<!DOCTYPE HTML>
Safety
Project environmental safety
The design of our project required careful consideration as to the impact it might have on the environment. Our project would ideally be able to be released into a water system that was contaminated by high levels of nitrates. In its completed form it would be able to fully reduce the nitrates to nitrogen gas. With this in mind we needed to ensure that we didn’t transform a nitrate problem into an E. coli problem by introducing a strain of E. coli that would grow rampant.
In order to prevent the E. coli from growing excessively, design and incorporation of a kill switch was a large part of our project. We wanted to create a kill switch that would allow our strain to grow successfully when there are high levels of nitrate ions for it to reduce, but that prevents it from growing when nitrate levels are low and the strain is no longer necessary. After consideration of several methods to achieve this desired effect, we settled on complementing an auxotrophic strain of E. coli with a gene that would only be expressed under high nitrate conditions. To accomplish this we looked to previous iGEM teams for inspiration and quickly discovered the Edinburugh 2009 team’s PyeaR BioBrick that was shown to be a nitrate sensitive promoter for E. coli. We believed this promoter could be used with a serA gene to complement a ΔserA strain of E. coli that one of our advisers had previously worked with.

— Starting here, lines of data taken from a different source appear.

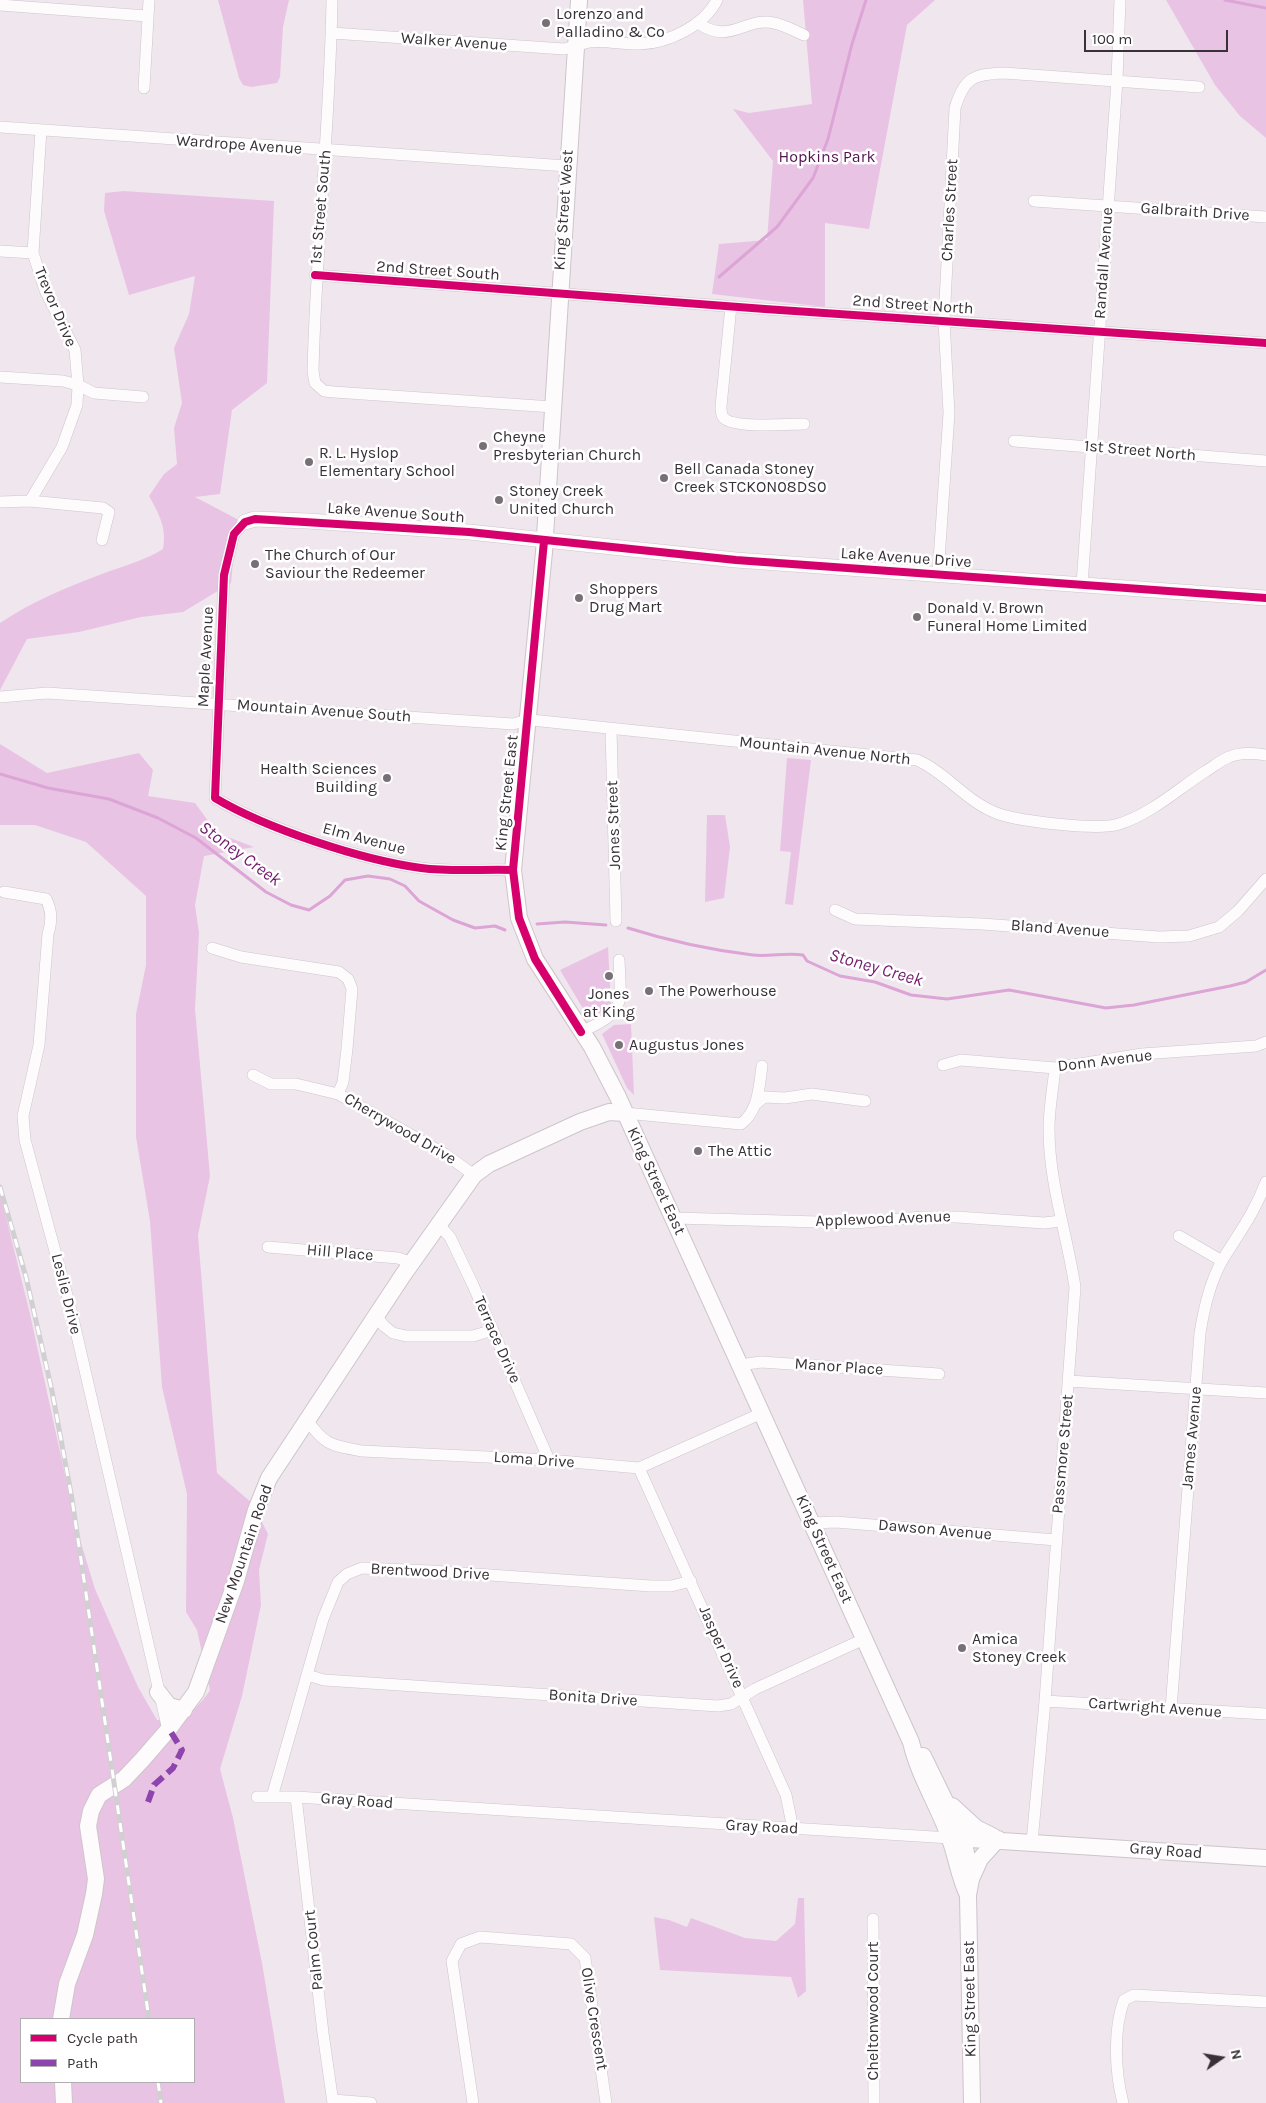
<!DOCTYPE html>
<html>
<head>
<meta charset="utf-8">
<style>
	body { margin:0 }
	#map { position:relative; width:1266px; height:2103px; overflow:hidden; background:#f0e6ee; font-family:Karla,sans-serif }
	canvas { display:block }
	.legend { position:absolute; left:20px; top:2018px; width:175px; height:65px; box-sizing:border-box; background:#fff; border:1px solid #afadaf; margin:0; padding:6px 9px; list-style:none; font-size:15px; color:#383137 }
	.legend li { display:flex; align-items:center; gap:10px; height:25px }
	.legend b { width:25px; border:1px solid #afadaf }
	.north { position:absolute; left:1196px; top:2033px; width:50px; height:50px; -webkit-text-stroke:4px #fff; paint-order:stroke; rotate:77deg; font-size:14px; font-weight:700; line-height:20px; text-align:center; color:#383137 }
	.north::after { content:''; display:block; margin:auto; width:18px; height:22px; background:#383137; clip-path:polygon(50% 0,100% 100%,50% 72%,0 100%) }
	.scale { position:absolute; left:1084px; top:30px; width:144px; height:22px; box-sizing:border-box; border:2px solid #383137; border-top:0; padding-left:6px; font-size:15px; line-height:18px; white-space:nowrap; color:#383137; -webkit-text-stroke:4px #fff; paint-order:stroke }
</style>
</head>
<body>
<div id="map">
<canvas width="1266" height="2103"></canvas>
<ul class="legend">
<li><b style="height:6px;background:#d6006c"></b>Cycle path</li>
<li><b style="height:6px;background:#8e44ad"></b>Path</li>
</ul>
<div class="north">N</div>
<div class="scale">100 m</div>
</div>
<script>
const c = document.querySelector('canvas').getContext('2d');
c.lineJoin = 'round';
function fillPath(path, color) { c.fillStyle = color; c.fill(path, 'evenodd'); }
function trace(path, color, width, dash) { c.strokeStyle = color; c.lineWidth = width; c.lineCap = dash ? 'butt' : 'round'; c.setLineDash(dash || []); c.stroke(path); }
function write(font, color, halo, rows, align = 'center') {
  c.font = font + ' Karla,sans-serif'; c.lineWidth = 5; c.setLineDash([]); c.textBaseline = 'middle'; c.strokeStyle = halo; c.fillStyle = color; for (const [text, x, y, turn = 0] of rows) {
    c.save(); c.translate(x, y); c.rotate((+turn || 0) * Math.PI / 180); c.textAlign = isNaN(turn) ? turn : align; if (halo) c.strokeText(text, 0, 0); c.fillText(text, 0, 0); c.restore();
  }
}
const green = new Path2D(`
	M218,0H289L283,27L280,77L277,83L251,87L243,85L239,78Z
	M803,0H935L907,25L869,229L825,223V307L712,294L719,244L767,240L773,161L733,109L749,113L812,104Z
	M1166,0H1266V138L1240,116L1215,85Z
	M124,191L274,201L267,383L232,410L220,494L195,497L237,519L231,583L183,612L141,617L79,632L27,639L0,690V623C31,602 67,587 102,574C123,566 144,561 163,549C167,528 159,514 149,496L164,474L177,464L174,428L182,403L174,348L189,314L195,276L129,295L104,211L105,193Z
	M0,744L47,773L139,753L153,770L148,796L195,803L217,833L254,847L204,856L195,905L199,933L195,1009L210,1176L198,1235L217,1473L252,1503L268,1534L259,1570L261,1605L242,1696L220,1769L233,1818L262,1963L285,2103H0V1193L30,1314L77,1530L95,1589L138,1687L157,1720C180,1723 198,1709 210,1690L197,1630L186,1612L187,1494L162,1387L150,1221L136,1137V1014L146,965V896L86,842L35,825H0ZM21,2019H194V2082H21Z
	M787,758L811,760L793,905L785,904L791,852L780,851Z
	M707,815H725L730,847L724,898L705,902Z
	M608,947L611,1004L597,1015L588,1017L560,970Z
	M631,1024L634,1095L627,1088L602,1034L614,1025Z
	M798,1898H804L806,1991L798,1998L791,1977L660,1970L654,1917L669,1920L687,1927L691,1918L745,1938L776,1941L795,1924Z`);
const stream = new Path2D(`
	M1225,0L1266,8
	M719,277L777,227L813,178L828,139L852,44L866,0
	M0,774L48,788L109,799L158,818L196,838L266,892L291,905L309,910L330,896L345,880L368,876L390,879L405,886L419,901L453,920L475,928L495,926L505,930
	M537,924L565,922L606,925
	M628,928C669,941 711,950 753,955C770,957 786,952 803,955L807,961L840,976L875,982L911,995L947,999L1009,990L1106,1008L1134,1005L1230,986L1246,982L1266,970`);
const minor = new Path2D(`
	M332,0C330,124 316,247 313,371L315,383L324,391L334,392L553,407
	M0,5L147,16
	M698,23C730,46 746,16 774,23C784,25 795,31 804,35
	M332,33L564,49C573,47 581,44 590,42C606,40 624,45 640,44C668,43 704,26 717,0
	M144,88L149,0
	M0,127L567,166
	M1034,201L1266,217
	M0,251L33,253
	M315,275L765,309L1266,343
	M731,306L721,406C721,409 721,414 723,417C731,429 790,424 804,424
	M0,377L63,381L78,385L94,393L143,397
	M1014,441L1266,461
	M30,501L62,447L77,405L78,385L75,350L45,290L33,253L41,130
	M0,502L30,501L103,508L109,512L102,540
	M245,522L234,534L224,575L215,798C267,829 362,860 421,868C451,872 483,869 513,870
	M938,575L949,413L944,321L955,108C964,78 973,74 1004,73L1199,87
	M1082,585L1117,80L1120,0
	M0,697L47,693L513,724L528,720L541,721L917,760C947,773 967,803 999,814C1020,821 1098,831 1119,824C1151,814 1178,789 1206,771C1213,767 1221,760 1229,757C1241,752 1253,753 1266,755
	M611,729L616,921
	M4,892L46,899C52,911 52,921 48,934L39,1045L23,1116L25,1140L72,1314L168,1730
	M835,910L855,919L982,924L1159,937L1189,936L1219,927L1238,911L1266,879
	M212,948L241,957L339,972L348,979L352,989L347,1049L343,1082L338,1094L445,1154L474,1175
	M581,1032C626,1011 621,1006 619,960
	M943,1065L961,1060L1055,1068L1142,1054L1256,1046L1266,1042
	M253,1075L271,1084H296L338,1094
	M757,1103L764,1097L785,1098L812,1094L865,1101
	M625,1113L741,1124C759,1110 759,1087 762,1066
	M674,1218L855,1223L923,1217H957L1044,1223L1061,1221
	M438,1224L450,1237L473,1285L549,1460
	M1179,1236L1222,1261
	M268,1247L398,1258L412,1263
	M376,1316L384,1326L393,1333L406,1336H473L493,1330
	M740,1365L761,1362L939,1374
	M1069,1381L1266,1393
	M306,1419C326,1446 330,1445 362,1451L549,1460L639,1468L762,1413
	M639,1468L786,1795L793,1829
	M813,1523L836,1522L1056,1540
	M307,1675L324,1680L718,1706L731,1704L755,1689L864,1639
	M1045,1701L1266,1714
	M1171,1709L1200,1333C1204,1308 1210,1281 1223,1259C1239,1233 1255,1212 1266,1182
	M257,1797H296L950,1838
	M272,1797L323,1619L338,1582L347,1574L362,1568L431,1571L651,1586H671L691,1581
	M296,1797L323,2033L333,2103
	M1032,1842L1045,1701L1075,1287C1067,1234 1049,1183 1049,1129C1049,1109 1053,1088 1055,1068
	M873,1919L874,2103
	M333,2100L371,2103
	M473,2103L452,1961L461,1944L480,1937L571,1944L585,1958L606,2103
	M1123,2103C1115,2072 1113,2030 1124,2000L1134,1995L1266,2002`);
const tertiary = new Path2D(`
	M245,522L255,519L308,521L469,532L736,560L1266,598`);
const secondary = new Path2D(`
	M579,0L544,552L513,870L519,918L535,959L592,1047L618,1097L911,1742C919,1777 939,1806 950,1839C957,1858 959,1877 968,1895
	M158,1692L169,1706L184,1710
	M923,1756L963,1838L971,1879L968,1895L972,2103
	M952,1806L976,1828L994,1837
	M955,1838L1266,1858
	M971,1879L980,1859L998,1839
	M61,2019L67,1984L85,1935L94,1894L96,1879L88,1826L91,1811L99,1795L124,1779L142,1760L168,1730L196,1692L236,1581L256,1510L269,1478L403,1275L474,1175L489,1164L580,1122L609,1112L625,1113
	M63,2082L64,2103`);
const rail = new Path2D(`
	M0,1187L26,1277L52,1391L72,1499L149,2019
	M158,2082L161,2103`);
const quiet = new Path2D(`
	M148,1802L154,1785L173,1768L182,1750L169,1729`);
const cycleway = new Path2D(`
	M315,275L765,309L1266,343
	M544,541L513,870L519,918L535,959L581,1032
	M513,870C483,869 451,872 421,868C362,860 267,829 215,798L224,575L234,534L245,522L255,519L469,532L736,560L1266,598`);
const markers = [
	[546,23,5,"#787077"],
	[483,446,5,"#787077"],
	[309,462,5,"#787077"],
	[664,478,5,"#787077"],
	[499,500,5,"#787077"],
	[255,564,5,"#787077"],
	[579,598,5,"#787077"],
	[917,617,5,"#787077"],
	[387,778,5,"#787077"],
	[609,976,5,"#787077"],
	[649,991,5,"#787077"],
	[619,1045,5,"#787077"],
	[698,1151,5,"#787077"],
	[962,1648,5,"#787077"]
];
const poiNames = [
	["Lorenzo and",556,14],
	["Palladino & Co",556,32],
	["Cheyne",493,437],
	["Presbyterian Church",493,455],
	["R. L. Hyslop",319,453],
	["Elementary School",319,471],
	["Bell Canada Stoney",674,469],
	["Creek STCKON08DS0",674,487],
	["Stoney Creek",509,491],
	["United Church",509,509],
	["The Church of Our",265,555],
	["Saviour the Redeemer",265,573],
	["Shoppers",589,589],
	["Drug Mart",589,607],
	["Donald V. Brown",927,608],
	["Funeral Home Limited",927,626],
	["Health Sciences",377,769,"right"],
	["Building",377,787,"right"],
	["The Powerhouse",659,991],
	["Jones",609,994,"center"],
	["at King",609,1012,"center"],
	["Augustus Jones",629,1045],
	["The Attic",708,1151],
	["Amica",972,1639],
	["Stoney Creek",972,1657]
];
const streetNames = [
	["Walker Avenue",454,42,4],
	["Wardrope Avenue",239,145,4],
	["1st Street South",321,207,-85],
	["King Street West",564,210,-86],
	["Charles Street",950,210,-87],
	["Galbraith Drive",1195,212,4],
	["Randall Avenue",1104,263,-86],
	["2nd Street South",438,271,4],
	["2nd Street North",913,305,4],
	["Trevor Drive",55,307,67],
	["1st Street North",1140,451,5],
	["Lake Avenue South",396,513,4],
	["Lake Avenue Drive",906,558,4],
	["Maple Avenue",206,657,-87],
	["Mountain Avenue South",324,711,4],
	["Mountain Avenue North",825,751,6],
	["King Street East",507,793,-84],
	["Jones Street",614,825,-92],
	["Elm Avenue",364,839,15],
	["Bland Avenue",1060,929,4],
	["Donn Avenue",1105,1061,-7],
	["Cherrywood Drive",400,1129,30],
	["King Street East",656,1181,65],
	["Applewood Avenue",883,1219,-2],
	["Hill Place",340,1253,5],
	["Leslie Drive",66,1294,76],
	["Terrace Drive",497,1340,66],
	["Manor Place",839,1367,4],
	["James Avenue",1192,1438,-85],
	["Passmore Street",1063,1454,-85],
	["Loma Drive",534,1460,4],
	["Dawson Avenue",935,1530,5],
	["King Street East",824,1549,66],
	["New Mountain Road",244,1554,-71],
	["Brentwood Drive",430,1572,3],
	["Jasper Drive",721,1647,66],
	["Bonita Drive",593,1698,4],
	["Cartwright Avenue",1155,1708,4],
	["Gray Road",357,1801,4],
	["Gray Road",762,1827,3],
	["Gray Road",1166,1851,4],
	["Palm Court",314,1950,-96],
	["King Street East",970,1999,-91],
	["Cheltonwood Court",873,2011,-90],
	["Olive Crescent",594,2019,81]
];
const parkNames = [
	["Hopkins Park",827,157]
];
const waterNames = [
	["Stoney Creek",240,854,36],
	["Stoney Creek",876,968,16]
];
fillPath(green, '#e9c3e4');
trace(stream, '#dca5d6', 3);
trace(minor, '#cdc5cb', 12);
trace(tertiary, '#cdc5cb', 16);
trace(secondary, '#cdc5cb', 18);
trace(minor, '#fdfbfc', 11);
trace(tertiary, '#fdfbfc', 15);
trace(secondary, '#fdfbfc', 16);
trace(rail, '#d1cfd1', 5);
trace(rail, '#fff', 3, [9]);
trace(quiet, '#8e44ad', 6, [12, 6]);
trace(cycleway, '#d6006c', 8);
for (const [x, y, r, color] of markers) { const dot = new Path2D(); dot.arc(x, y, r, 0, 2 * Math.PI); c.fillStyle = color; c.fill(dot); trace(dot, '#fff', 2); }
write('16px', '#383137', '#fff', poiNames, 'left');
write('16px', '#383137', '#fff', streetNames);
write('16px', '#551251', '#fff', parkNames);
write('italic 18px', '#721a6d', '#fff', waterNames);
</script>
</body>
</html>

This work led to us designing and constructing the BioBrick BBa_K2086002. Preliminary testing done by one of our advisors showed that it is possible for this BioBrick to act as a successful kill-switch.
Lab Safety
In order to participate in this research project, all six of us completed university-wide lab safety training. During the course of our project we followed general lab safety procedures for working with materials that might potentially be biohazardous. While working in the lab we always wore lab coats, gloves, and safety glasses. Any time that cells were used or interacted with they were used in areas that were sanitized using a 70% ethanol solution and under a flame. Once finished, any material that came into contact with cells was placed in a bio-hazardous container to be autoclaved before being disposed of, or were rinsed in a bleach solution in order to be sanitized.